**WHAT TO WORK ON:** Your response should contain every line from the data below that holds the string "Tretze".

**INPUT RECORDS:**

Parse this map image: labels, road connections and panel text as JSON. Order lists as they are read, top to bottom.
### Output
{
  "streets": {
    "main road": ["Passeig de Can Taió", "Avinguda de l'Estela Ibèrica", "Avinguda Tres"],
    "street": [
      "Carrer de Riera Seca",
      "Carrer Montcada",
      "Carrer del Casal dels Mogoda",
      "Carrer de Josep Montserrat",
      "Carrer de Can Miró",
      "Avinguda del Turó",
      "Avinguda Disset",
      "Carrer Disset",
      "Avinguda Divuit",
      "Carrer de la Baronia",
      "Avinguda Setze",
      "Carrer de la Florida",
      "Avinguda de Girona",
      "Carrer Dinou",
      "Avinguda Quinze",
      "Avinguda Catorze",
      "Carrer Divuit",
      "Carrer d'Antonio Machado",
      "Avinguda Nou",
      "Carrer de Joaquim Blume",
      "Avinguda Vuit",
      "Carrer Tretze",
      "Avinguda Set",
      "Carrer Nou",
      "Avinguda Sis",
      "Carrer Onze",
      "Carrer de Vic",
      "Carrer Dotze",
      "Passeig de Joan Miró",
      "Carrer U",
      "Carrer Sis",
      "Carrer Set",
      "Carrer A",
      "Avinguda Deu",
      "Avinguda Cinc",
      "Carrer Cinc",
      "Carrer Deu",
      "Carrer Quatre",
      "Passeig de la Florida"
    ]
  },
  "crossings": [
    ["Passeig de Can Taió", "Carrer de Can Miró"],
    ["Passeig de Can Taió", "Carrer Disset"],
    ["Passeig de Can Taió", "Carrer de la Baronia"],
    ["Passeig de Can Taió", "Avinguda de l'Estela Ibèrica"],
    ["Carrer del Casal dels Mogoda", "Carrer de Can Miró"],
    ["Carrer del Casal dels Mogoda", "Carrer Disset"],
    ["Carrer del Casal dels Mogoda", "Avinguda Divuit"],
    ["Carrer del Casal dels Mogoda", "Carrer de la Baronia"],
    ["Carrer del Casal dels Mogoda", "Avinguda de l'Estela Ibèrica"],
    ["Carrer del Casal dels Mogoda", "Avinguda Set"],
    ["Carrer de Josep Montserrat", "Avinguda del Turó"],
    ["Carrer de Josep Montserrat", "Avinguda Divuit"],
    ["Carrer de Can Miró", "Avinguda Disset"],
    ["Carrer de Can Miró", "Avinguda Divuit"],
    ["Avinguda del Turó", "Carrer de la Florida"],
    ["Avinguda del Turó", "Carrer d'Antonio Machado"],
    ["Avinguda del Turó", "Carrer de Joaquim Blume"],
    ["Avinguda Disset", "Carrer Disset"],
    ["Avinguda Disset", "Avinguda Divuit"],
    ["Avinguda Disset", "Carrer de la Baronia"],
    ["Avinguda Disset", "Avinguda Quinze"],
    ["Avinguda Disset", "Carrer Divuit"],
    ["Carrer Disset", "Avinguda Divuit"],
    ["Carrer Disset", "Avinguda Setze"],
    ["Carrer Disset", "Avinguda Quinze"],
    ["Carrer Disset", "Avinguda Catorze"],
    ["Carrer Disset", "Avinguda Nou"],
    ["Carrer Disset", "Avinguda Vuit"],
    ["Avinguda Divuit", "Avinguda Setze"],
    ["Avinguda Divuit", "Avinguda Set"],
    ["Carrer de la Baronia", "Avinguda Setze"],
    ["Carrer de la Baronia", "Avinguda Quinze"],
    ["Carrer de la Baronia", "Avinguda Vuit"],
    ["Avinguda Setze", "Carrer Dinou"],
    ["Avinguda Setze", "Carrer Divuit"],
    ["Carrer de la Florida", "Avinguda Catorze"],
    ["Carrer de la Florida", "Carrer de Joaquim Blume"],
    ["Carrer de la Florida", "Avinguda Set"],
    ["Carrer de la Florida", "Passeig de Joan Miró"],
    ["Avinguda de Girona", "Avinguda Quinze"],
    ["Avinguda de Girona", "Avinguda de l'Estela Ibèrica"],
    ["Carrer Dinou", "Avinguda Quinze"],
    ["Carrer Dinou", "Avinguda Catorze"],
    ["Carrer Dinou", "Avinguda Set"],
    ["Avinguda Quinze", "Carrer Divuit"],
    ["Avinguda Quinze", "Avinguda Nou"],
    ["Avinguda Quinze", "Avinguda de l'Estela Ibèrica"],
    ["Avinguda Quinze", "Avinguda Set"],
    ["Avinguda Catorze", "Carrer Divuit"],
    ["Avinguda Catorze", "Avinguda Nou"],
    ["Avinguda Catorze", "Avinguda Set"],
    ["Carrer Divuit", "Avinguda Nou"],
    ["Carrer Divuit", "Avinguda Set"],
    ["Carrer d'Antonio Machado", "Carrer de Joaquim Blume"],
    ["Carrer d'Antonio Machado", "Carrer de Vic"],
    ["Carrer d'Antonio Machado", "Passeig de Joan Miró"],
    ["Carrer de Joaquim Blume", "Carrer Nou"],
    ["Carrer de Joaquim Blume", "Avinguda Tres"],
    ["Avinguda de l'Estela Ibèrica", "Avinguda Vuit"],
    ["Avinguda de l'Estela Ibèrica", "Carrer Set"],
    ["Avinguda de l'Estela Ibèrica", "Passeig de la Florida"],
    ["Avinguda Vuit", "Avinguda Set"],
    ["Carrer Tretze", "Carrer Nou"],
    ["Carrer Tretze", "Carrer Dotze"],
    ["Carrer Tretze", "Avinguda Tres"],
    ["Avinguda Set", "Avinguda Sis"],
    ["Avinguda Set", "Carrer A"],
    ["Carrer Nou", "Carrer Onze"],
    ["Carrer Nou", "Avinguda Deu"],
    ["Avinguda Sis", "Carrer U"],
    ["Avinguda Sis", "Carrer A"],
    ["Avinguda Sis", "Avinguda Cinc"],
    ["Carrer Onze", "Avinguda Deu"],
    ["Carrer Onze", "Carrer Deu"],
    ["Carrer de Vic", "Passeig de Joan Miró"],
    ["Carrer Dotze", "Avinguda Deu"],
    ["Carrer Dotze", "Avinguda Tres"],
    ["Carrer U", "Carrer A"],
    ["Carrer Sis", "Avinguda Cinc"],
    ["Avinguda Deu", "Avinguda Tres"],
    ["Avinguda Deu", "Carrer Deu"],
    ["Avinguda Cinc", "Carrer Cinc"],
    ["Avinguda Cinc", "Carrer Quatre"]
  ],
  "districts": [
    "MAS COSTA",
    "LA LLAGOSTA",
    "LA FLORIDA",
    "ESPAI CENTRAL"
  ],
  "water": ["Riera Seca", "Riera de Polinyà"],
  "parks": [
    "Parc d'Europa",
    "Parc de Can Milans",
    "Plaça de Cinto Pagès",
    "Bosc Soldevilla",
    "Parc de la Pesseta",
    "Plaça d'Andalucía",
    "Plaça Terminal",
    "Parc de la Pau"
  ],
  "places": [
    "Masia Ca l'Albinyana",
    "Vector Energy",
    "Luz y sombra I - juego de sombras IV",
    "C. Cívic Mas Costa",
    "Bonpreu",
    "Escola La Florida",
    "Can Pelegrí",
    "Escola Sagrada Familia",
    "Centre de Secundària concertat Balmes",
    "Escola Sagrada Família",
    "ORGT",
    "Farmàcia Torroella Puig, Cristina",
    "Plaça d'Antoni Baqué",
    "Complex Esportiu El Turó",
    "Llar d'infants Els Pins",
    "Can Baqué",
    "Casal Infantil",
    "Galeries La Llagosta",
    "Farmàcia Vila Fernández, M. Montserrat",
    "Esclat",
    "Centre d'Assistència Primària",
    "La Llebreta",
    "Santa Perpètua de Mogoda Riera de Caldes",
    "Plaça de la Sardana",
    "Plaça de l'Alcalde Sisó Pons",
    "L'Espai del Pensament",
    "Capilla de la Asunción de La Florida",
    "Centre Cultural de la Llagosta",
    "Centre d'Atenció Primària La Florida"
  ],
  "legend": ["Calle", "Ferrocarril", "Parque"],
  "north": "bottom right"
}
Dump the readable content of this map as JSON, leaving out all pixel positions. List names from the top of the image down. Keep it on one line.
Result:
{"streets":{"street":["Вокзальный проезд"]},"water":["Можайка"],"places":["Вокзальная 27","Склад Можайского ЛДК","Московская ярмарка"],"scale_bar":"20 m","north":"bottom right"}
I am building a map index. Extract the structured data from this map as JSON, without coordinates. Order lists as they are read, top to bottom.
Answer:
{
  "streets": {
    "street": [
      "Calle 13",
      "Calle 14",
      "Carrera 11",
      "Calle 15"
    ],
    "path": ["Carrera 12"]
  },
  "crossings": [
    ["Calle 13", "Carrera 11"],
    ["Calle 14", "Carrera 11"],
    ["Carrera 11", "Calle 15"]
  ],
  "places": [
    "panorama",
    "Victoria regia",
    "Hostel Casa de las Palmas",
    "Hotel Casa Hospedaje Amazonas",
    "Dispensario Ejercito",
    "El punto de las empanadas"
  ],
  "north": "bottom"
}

**TASK RESPONSE:**
      "Carrer Tretze",
    ["Carrer Tretze", "Carrer Nou"],
    ["Carrer Tretze", "Carrer Dotze"],
    ["Carrer Tretze", "Avinguda Tres"],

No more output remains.